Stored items

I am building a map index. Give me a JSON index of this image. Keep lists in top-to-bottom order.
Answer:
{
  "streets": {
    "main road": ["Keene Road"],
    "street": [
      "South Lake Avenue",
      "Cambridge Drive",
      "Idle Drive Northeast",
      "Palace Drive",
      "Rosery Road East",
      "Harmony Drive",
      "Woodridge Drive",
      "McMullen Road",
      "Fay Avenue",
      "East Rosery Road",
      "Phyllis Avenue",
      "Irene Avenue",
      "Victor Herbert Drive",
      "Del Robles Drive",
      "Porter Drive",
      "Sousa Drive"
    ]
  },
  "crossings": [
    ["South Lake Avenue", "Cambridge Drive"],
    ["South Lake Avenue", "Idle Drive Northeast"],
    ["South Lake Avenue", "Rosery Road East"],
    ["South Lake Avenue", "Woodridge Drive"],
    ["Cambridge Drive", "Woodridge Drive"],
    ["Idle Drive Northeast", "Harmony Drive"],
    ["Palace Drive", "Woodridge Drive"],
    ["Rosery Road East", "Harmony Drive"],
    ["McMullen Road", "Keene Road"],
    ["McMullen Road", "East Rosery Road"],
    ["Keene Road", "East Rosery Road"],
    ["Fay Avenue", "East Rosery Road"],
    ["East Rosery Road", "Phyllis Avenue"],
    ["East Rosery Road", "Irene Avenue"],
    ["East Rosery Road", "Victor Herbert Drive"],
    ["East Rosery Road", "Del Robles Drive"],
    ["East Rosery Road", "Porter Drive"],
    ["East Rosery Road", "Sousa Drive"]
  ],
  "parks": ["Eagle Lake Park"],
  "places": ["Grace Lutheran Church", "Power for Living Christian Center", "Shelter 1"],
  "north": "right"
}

• [What is required] Look through the data above. Each line containing the word "Sousa" needs to be copied.

• [Finished task]
      "Sousa Drive"
    ["East Rosery Road", "Sousa Drive"]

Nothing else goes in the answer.